WORK TO COMPLETE >>
Word for word, write the lines below out again, with no pictures.

::::

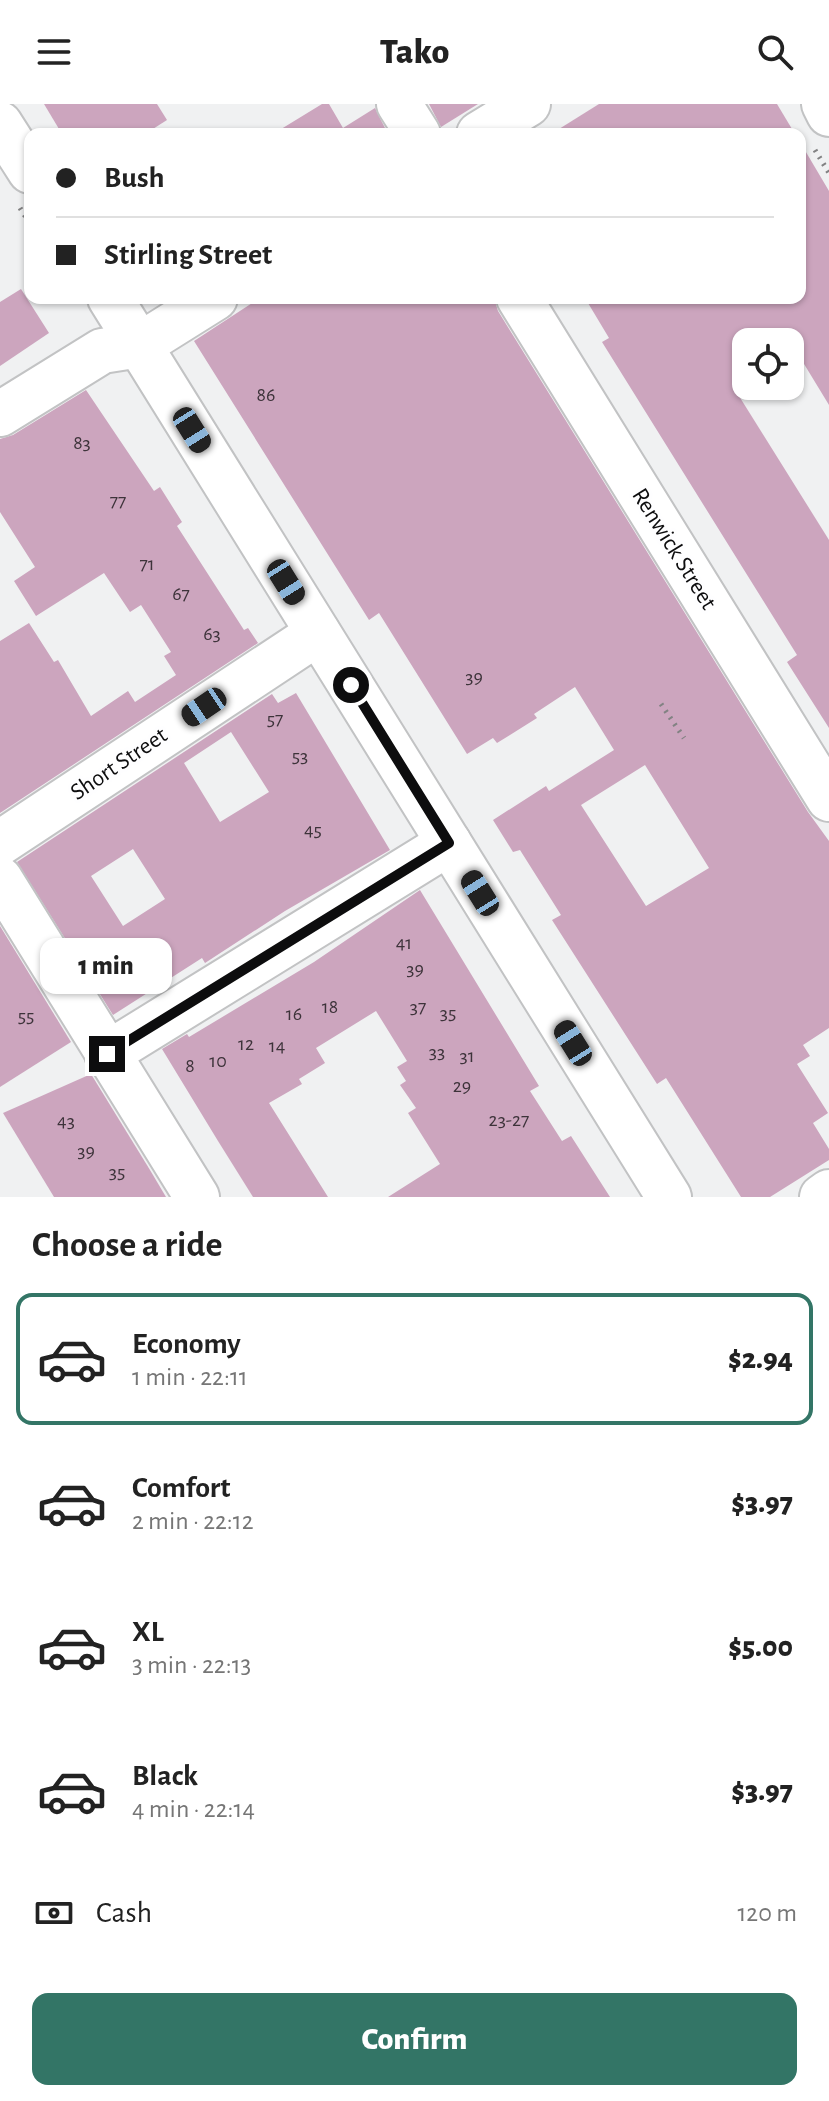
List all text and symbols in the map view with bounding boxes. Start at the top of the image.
icon: menu [32,30,76,74]
icon: search [753,30,797,74]
text: Tako [380,34,449,70]
text: Bush [104,163,165,193]
text: Stirling Street [104,240,272,270]
map controls [732,328,804,400]
button: locate [732,328,804,400]
house number: 86 [257,385,275,405]
car [169,403,215,457]
house number: 83 [73,433,91,453]
street label: Renwick Street [627,484,721,614]
house number: 77 [110,491,126,511]
house number: 71 [139,554,155,574]
car [263,555,309,609]
house number: 67 [172,584,190,604]
house number: 63 [203,624,221,644]
route start [333,667,369,703]
house number: 39 [465,667,483,687]
car [177,684,231,730]
house number: 57 [267,709,283,729]
street label: Short Street [66,723,172,805]
house number: 53 [292,746,308,766]
house number: 45 [304,820,322,840]
car [457,866,503,920]
house number: 41 [396,933,412,953]
callout: 1 min [41,938,173,994]
text: 1 min [78,953,134,979]
house number: 39 [406,959,424,979]
house number: 18 [322,997,338,1017]
house number: 37 [410,997,426,1017]
house number: 35 [440,1003,456,1023]
house number: 16 [286,1004,302,1024]
house number: 55 [18,1006,34,1026]
car [550,1016,596,1070]
house number: 12 [238,1034,254,1054]
route end [89,1036,125,1072]
house number: 14 [269,1036,285,1056]
house number: 33 [429,1042,445,1062]
house number: 31 [459,1046,475,1066]
house number: 10 [209,1051,227,1071]
house number: 8 [185,1056,195,1076]
house number: 29 [453,1076,471,1096]
house number: 23-27 [489,1110,529,1130]
house number: 43 [57,1111,75,1131]
house number: 39 [77,1141,95,1161]
house number: 35 [109,1162,125,1182]
text: Choose a ride [32,1227,222,1263]
icon: car [36,1323,108,1395]
text: Economy [132,1329,241,1359]
text: $2.94 [728,1344,793,1374]
text: 1 min · 22:11 [132,1364,248,1390]
icon: car [36,1467,108,1539]
text: Comfort [132,1473,231,1503]
text: $3.97 [731,1488,793,1518]
text: 2 min · 22:12 [132,1508,254,1534]
icon: car [36,1611,108,1683]
text: XL [132,1617,164,1647]
text: $5.00 [728,1632,793,1662]
text: 3 min · 22:13 [132,1652,251,1678]
icon: car [36,1755,108,1827]
text: Black [132,1761,198,1791]
text: $3.97 [731,1776,793,1806]
text: 4 min · 22:14 [132,1796,255,1822]
icon: cash [32,1891,76,1935]
text: Cash [96,1898,152,1928]
text: 120 m [737,1900,797,1926]
button: Confirm [32,1993,797,2085]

::::

EXPECTED OUTPUT >>
List all text and symbols in the map view with bounding boxes. Start at the top of the image.
icon: menu [32,30,76,74]
icon: search [753,30,797,74]
text: Tako [380,34,449,70]
text: Bush [104,163,165,193]
text: Stirling Street [104,240,272,270]
map controls [732,328,804,400]
button: locate [732,328,804,400]
house number: 86 [257,385,275,405]
car [169,403,215,457]
house number: 83 [73,433,91,453]
street label: Renwick Street [627,484,721,614]
house number: 77 [110,491,126,511]
house number: 71 [139,554,155,574]
car [263,555,309,609]
house number: 67 [172,584,190,604]
house number: 63 [203,624,221,644]
route start [333,667,369,703]
house number: 39 [465,667,483,687]
car [177,684,231,730]
house number: 57 [267,709,283,729]
street label: Short Street [66,723,172,805]
house number: 53 [292,746,308,766]
house number: 45 [304,820,322,840]
car [457,866,503,920]
house number: 41 [396,933,412,953]
callout: 1 min [41,938,173,994]
text: 1 min [78,953,134,979]
house number: 39 [406,959,424,979]
house number: 18 [322,997,338,1017]
house number: 37 [410,997,426,1017]
house number: 35 [440,1003,456,1023]
house number: 16 [286,1004,302,1024]
house number: 55 [18,1006,34,1026]
car [550,1016,596,1070]
house number: 12 [238,1034,254,1054]
route end [89,1036,125,1072]
house number: 14 [269,1036,285,1056]
house number: 33 [429,1042,445,1062]
house number: 31 [459,1046,475,1066]
house number: 10 [209,1051,227,1071]
house number: 8 [185,1056,195,1076]
house number: 29 [453,1076,471,1096]
house number: 23-27 [489,1110,529,1130]
house number: 43 [57,1111,75,1131]
house number: 39 [77,1141,95,1161]
house number: 35 [109,1162,125,1182]
text: Choose a ride [32,1227,222,1263]
icon: car [36,1323,108,1395]
text: Economy [132,1329,241,1359]
text: $2.94 [728,1344,793,1374]
text: 1 min · 22:11 [132,1364,248,1390]
icon: car [36,1467,108,1539]
text: Comfort [132,1473,231,1503]
text: $3.97 [731,1488,793,1518]
text: 2 min · 22:12 [132,1508,254,1534]
icon: car [36,1611,108,1683]
text: XL [132,1617,164,1647]
text: $5.00 [728,1632,793,1662]
text: 3 min · 22:13 [132,1652,251,1678]
icon: car [36,1755,108,1827]
text: Black [132,1761,198,1791]
text: $3.97 [731,1776,793,1806]
text: 4 min · 22:14 [132,1796,255,1822]
icon: cash [32,1891,76,1935]
text: Cash [96,1898,152,1928]
text: 120 m [737,1900,797,1926]
button: Confirm [32,1993,797,2085]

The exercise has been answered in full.